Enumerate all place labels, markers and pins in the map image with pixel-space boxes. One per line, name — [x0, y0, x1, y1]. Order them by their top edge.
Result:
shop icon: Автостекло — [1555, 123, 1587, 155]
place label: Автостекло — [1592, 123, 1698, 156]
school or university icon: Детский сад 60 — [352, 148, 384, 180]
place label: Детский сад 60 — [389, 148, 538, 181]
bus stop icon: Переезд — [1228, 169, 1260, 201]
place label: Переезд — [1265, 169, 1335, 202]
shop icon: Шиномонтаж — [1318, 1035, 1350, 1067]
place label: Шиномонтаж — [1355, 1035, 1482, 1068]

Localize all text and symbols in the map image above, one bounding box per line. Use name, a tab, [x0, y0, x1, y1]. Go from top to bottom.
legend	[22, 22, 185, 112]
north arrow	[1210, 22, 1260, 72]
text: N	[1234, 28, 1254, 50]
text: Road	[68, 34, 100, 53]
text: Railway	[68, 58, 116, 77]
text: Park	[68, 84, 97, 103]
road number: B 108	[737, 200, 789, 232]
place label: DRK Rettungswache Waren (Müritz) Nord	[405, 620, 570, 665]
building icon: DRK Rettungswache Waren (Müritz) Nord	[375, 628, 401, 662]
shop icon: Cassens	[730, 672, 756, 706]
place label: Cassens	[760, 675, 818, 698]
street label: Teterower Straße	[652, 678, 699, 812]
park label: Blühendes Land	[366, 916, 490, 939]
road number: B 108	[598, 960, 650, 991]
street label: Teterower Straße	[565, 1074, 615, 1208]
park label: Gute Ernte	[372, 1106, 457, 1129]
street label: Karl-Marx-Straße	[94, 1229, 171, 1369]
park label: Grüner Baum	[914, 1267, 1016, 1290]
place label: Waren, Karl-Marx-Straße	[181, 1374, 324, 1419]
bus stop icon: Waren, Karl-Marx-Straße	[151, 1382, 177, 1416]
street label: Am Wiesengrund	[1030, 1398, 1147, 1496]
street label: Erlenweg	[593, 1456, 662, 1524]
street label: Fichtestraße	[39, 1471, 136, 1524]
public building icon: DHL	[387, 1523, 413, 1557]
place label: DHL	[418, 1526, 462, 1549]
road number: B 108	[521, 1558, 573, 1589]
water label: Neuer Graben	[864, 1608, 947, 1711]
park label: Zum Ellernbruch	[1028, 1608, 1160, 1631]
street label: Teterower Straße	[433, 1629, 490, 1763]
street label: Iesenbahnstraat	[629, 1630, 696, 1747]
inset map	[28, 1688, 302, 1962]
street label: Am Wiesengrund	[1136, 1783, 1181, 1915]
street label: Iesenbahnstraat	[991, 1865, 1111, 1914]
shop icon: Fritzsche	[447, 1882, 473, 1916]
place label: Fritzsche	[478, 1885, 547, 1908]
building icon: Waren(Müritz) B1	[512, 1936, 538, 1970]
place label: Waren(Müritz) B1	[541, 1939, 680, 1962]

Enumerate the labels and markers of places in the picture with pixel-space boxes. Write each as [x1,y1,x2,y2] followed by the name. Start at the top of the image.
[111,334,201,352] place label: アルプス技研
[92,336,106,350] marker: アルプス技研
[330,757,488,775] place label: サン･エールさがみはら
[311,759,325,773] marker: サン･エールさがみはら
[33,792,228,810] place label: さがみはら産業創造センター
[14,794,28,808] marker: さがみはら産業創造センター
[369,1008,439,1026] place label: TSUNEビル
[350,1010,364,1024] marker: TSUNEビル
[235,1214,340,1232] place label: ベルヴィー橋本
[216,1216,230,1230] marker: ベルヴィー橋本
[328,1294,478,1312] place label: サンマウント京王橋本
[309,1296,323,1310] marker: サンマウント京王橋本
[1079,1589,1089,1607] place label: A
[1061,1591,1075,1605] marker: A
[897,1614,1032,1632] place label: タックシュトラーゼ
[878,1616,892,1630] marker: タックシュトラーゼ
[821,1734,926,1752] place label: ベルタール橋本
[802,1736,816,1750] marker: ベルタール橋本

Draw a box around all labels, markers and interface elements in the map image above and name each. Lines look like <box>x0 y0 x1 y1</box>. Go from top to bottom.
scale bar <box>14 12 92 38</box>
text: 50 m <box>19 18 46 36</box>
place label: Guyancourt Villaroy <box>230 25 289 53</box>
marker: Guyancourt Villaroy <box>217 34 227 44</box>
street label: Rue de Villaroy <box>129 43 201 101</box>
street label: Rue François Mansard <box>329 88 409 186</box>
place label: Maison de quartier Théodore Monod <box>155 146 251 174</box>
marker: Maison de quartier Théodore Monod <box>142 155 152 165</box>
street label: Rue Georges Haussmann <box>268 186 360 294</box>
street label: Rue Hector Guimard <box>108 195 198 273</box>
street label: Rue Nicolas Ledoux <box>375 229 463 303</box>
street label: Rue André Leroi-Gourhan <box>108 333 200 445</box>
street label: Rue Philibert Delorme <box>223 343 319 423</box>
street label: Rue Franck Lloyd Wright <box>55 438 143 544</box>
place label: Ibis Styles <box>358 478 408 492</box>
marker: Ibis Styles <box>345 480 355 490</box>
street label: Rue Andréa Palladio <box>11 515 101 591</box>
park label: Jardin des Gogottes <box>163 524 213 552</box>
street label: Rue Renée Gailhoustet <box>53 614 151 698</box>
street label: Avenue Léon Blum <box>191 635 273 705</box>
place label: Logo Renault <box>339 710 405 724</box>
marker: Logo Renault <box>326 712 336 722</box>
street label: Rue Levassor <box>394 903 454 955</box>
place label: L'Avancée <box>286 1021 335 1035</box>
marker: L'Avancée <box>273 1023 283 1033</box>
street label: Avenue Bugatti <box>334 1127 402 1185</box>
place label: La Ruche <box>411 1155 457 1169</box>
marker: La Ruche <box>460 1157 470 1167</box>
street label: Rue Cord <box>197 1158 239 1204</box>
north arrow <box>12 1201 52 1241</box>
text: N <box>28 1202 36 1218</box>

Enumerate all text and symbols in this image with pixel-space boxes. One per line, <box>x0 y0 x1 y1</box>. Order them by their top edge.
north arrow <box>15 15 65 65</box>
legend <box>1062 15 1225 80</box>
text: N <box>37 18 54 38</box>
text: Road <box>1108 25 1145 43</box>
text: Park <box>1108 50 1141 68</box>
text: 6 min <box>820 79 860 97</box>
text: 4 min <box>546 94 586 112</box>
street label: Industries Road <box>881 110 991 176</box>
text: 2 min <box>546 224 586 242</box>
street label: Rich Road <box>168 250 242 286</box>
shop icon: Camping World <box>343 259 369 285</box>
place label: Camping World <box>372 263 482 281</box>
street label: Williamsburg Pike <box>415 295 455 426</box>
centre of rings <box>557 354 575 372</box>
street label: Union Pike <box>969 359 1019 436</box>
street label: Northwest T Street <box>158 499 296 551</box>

+++

# TASK TO COMPLETE
Word for word, output the records that appear above.

# FINISHED TASK
Enumerate all place labels, markers and pins in the map image with pixel-space boxes. One per line, name — [x0, y0, x1, y1]. Order them by their top edge.
Result:
shop icon: Автостекло — [1555, 123, 1587, 155]
place label: Автостекло — [1592, 123, 1698, 156]
school or university icon: Детский сад 60 — [352, 148, 384, 180]
place label: Детский сад 60 — [389, 148, 538, 181]
bus stop icon: Переезд — [1228, 169, 1260, 201]
place label: Переезд — [1265, 169, 1335, 202]
shop icon: Шиномонтаж — [1318, 1035, 1350, 1067]
place label: Шиномонтаж — [1355, 1035, 1482, 1068]

Localize all text and symbols in the map image above, one bounding box per line. Use name, a tab, [x0, y0, x1, y1]. Go from top to bottom.
legend	[22, 22, 185, 112]
north arrow	[1210, 22, 1260, 72]
text: N	[1234, 28, 1254, 50]
text: Road	[68, 34, 100, 53]
text: Railway	[68, 58, 116, 77]
text: Park	[68, 84, 97, 103]
road number: B 108	[737, 200, 789, 232]
place label: DRK Rettungswache Waren (Müritz) Nord	[405, 620, 570, 665]
building icon: DRK Rettungswache Waren (Müritz) Nord	[375, 628, 401, 662]
shop icon: Cassens	[730, 672, 756, 706]
place label: Cassens	[760, 675, 818, 698]
street label: Teterower Straße	[652, 678, 699, 812]
park label: Blühendes Land	[366, 916, 490, 939]
road number: B 108	[598, 960, 650, 991]
street label: Teterower Straße	[565, 1074, 615, 1208]
park label: Gute Ernte	[372, 1106, 457, 1129]
street label: Karl-Marx-Straße	[94, 1229, 171, 1369]
park label: Grüner Baum	[914, 1267, 1016, 1290]
place label: Waren, Karl-Marx-Straße	[181, 1374, 324, 1419]
bus stop icon: Waren, Karl-Marx-Straße	[151, 1382, 177, 1416]
street label: Am Wiesengrund	[1030, 1398, 1147, 1496]
street label: Erlenweg	[593, 1456, 662, 1524]
street label: Fichtestraße	[39, 1471, 136, 1524]
public building icon: DHL	[387, 1523, 413, 1557]
place label: DHL	[418, 1526, 462, 1549]
road number: B 108	[521, 1558, 573, 1589]
water label: Neuer Graben	[864, 1608, 947, 1711]
park label: Zum Ellernbruch	[1028, 1608, 1160, 1631]
street label: Teterower Straße	[433, 1629, 490, 1763]
street label: Iesenbahnstraat	[629, 1630, 696, 1747]
inset map	[28, 1688, 302, 1962]
street label: Am Wiesengrund	[1136, 1783, 1181, 1915]
street label: Iesenbahnstraat	[991, 1865, 1111, 1914]
shop icon: Fritzsche	[447, 1882, 473, 1916]
place label: Fritzsche	[478, 1885, 547, 1908]
building icon: Waren(Müritz) B1	[512, 1936, 538, 1970]
place label: Waren(Müritz) B1	[541, 1939, 680, 1962]

Enumerate the labels and markers of places in the picture with pixel-space boxes. Write each as [x1,y1,x2,y2] followed by the name. Start at the top of the image.
[111,334,201,352] place label: アルプス技研
[92,336,106,350] marker: アルプス技研
[330,757,488,775] place label: サン･エールさがみはら
[311,759,325,773] marker: サン･エールさがみはら
[33,792,228,810] place label: さがみはら産業創造センター
[14,794,28,808] marker: さがみはら産業創造センター
[369,1008,439,1026] place label: TSUNEビル
[350,1010,364,1024] marker: TSUNEビル
[235,1214,340,1232] place label: ベルヴィー橋本
[216,1216,230,1230] marker: ベルヴィー橋本
[328,1294,478,1312] place label: サンマウント京王橋本
[309,1296,323,1310] marker: サンマウント京王橋本
[1079,1589,1089,1607] place label: A
[1061,1591,1075,1605] marker: A
[897,1614,1032,1632] place label: タックシュトラーゼ
[878,1616,892,1630] marker: タックシュトラーゼ
[821,1734,926,1752] place label: ベルタール橋本
[802,1736,816,1750] marker: ベルタール橋本

Draw a box around all labels, markers and interface elements in the map image above and name each. Lines look like <box>x0 y0 x1 y1</box>. Go from top to bottom.
scale bar <box>14 12 92 38</box>
text: 50 m <box>19 18 46 36</box>
place label: Guyancourt Villaroy <box>230 25 289 53</box>
marker: Guyancourt Villaroy <box>217 34 227 44</box>
street label: Rue de Villaroy <box>129 43 201 101</box>
street label: Rue François Mansard <box>329 88 409 186</box>
place label: Maison de quartier Théodore Monod <box>155 146 251 174</box>
marker: Maison de quartier Théodore Monod <box>142 155 152 165</box>
street label: Rue Georges Haussmann <box>268 186 360 294</box>
street label: Rue Hector Guimard <box>108 195 198 273</box>
street label: Rue Nicolas Ledoux <box>375 229 463 303</box>
street label: Rue André Leroi-Gourhan <box>108 333 200 445</box>
street label: Rue Philibert Delorme <box>223 343 319 423</box>
street label: Rue Franck Lloyd Wright <box>55 438 143 544</box>
place label: Ibis Styles <box>358 478 408 492</box>
marker: Ibis Styles <box>345 480 355 490</box>
street label: Rue Andréa Palladio <box>11 515 101 591</box>
park label: Jardin des Gogottes <box>163 524 213 552</box>
street label: Rue Renée Gailhoustet <box>53 614 151 698</box>
street label: Avenue Léon Blum <box>191 635 273 705</box>
place label: Logo Renault <box>339 710 405 724</box>
marker: Logo Renault <box>326 712 336 722</box>
street label: Rue Levassor <box>394 903 454 955</box>
place label: L'Avancée <box>286 1021 335 1035</box>
marker: L'Avancée <box>273 1023 283 1033</box>
street label: Avenue Bugatti <box>334 1127 402 1185</box>
place label: La Ruche <box>411 1155 457 1169</box>
marker: La Ruche <box>460 1157 470 1167</box>
street label: Rue Cord <box>197 1158 239 1204</box>
north arrow <box>12 1201 52 1241</box>
text: N <box>28 1202 36 1218</box>

Enumerate all text and symbols in this image with pixel-space boxes. One per line, <box>x0 y0 x1 y1</box>. Order them by their top edge.
north arrow <box>15 15 65 65</box>
legend <box>1062 15 1225 80</box>
text: N <box>37 18 54 38</box>
text: Road <box>1108 25 1145 43</box>
text: Park <box>1108 50 1141 68</box>
text: 6 min <box>820 79 860 97</box>
text: 4 min <box>546 94 586 112</box>
street label: Industries Road <box>881 110 991 176</box>
text: 2 min <box>546 224 586 242</box>
street label: Rich Road <box>168 250 242 286</box>
shop icon: Camping World <box>343 259 369 285</box>
place label: Camping World <box>372 263 482 281</box>
street label: Williamsburg Pike <box>415 295 455 426</box>
centre of rings <box>557 354 575 372</box>
street label: Union Pike <box>969 359 1019 436</box>
street label: Northwest T Street <box>158 499 296 551</box>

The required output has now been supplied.